EXERCISE: Please set down every line of the records below exactly, without the pictures.

Dataset entries:
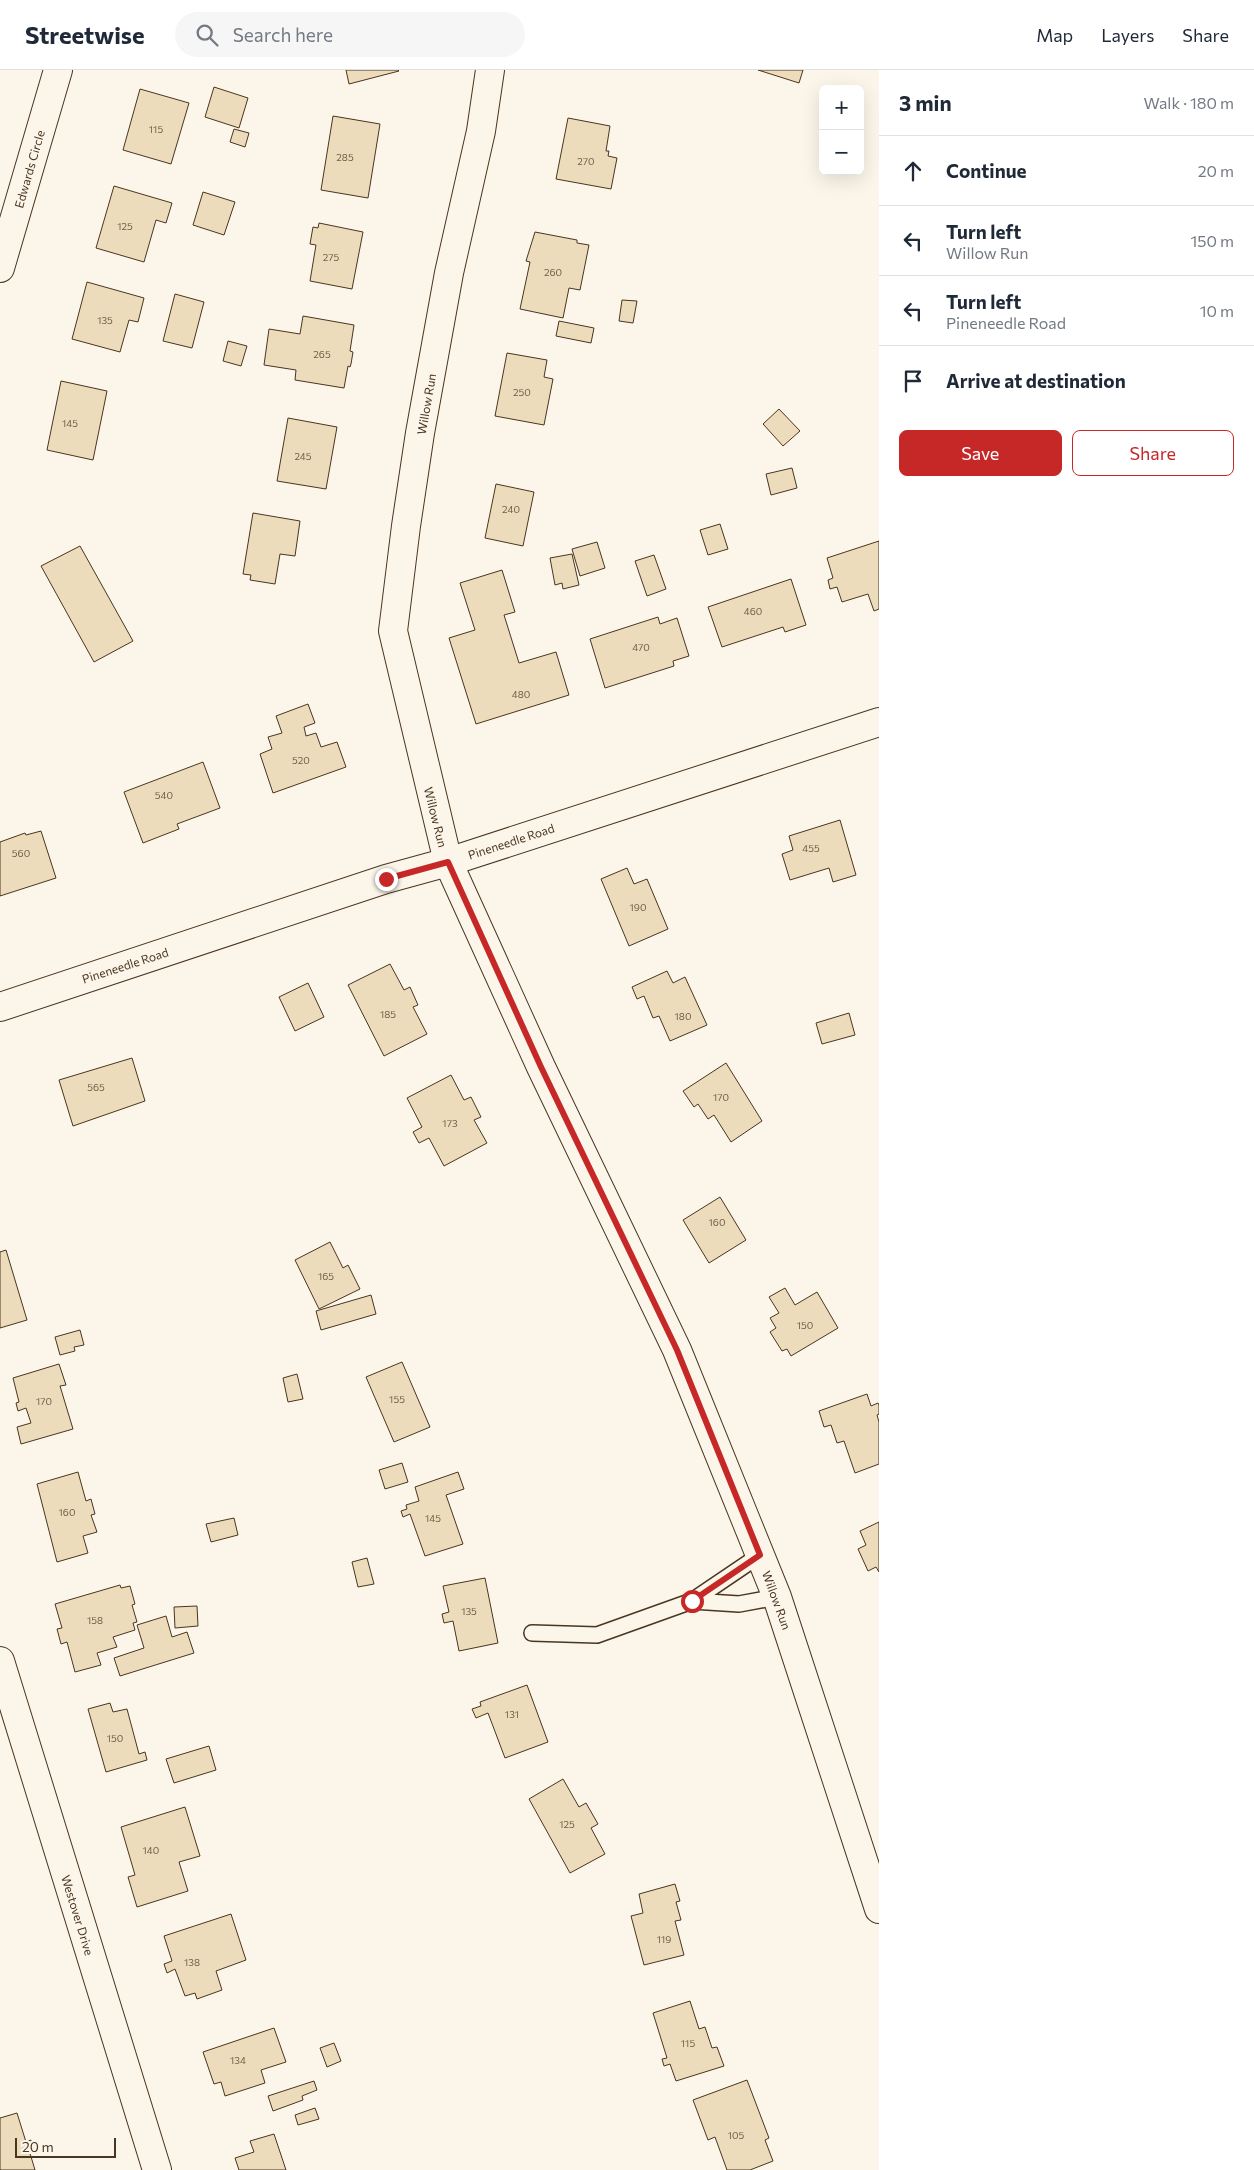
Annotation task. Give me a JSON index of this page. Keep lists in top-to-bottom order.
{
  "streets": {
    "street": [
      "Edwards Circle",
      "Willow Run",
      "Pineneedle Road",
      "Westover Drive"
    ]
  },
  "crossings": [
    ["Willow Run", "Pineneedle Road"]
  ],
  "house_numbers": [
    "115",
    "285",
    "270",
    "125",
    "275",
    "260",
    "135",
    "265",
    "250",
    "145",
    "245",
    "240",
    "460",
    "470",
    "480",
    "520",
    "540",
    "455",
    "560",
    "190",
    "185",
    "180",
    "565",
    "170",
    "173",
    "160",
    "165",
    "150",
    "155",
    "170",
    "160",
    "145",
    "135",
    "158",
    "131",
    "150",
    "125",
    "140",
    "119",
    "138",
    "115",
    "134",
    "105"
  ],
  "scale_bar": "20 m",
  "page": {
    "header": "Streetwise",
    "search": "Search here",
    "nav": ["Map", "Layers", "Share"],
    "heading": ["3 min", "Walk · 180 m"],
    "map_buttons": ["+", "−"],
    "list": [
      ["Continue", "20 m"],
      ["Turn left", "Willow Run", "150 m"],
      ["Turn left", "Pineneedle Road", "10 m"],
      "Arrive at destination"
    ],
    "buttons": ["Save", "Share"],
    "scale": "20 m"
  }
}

WRITTEN ANSWER:
Annotation task. Give me a JSON index of this page. Keep lists in top-to-bottom order.
{
  "streets": {
    "street": [
      "Edwards Circle",
      "Willow Run",
      "Pineneedle Road",
      "Westover Drive"
    ]
  },
  "crossings": [
    ["Willow Run", "Pineneedle Road"]
  ],
  "house_numbers": [
    "115",
    "285",
    "270",
    "125",
    "275",
    "260",
    "135",
    "265",
    "250",
    "145",
    "245",
    "240",
    "460",
    "470",
    "480",
    "520",
    "540",
    "455",
    "560",
    "190",
    "185",
    "180",
    "565",
    "170",
    "173",
    "160",
    "165",
    "150",
    "155",
    "170",
    "160",
    "145",
    "135",
    "158",
    "131",
    "150",
    "125",
    "140",
    "119",
    "138",
    "115",
    "134",
    "105"
  ],
  "scale_bar": "20 m",
  "page": {
    "header": "Streetwise",
    "search": "Search here",
    "nav": ["Map", "Layers", "Share"],
    "heading": ["3 min", "Walk · 180 m"],
    "map_buttons": ["+", "−"],
    "list": [
      ["Continue", "20 m"],
      ["Turn left", "Willow Run", "150 m"],
      ["Turn left", "Pineneedle Road", "10 m"],
      "Arrive at destination"
    ],
    "buttons": ["Save", "Share"],
    "scale": "20 m"
  }
}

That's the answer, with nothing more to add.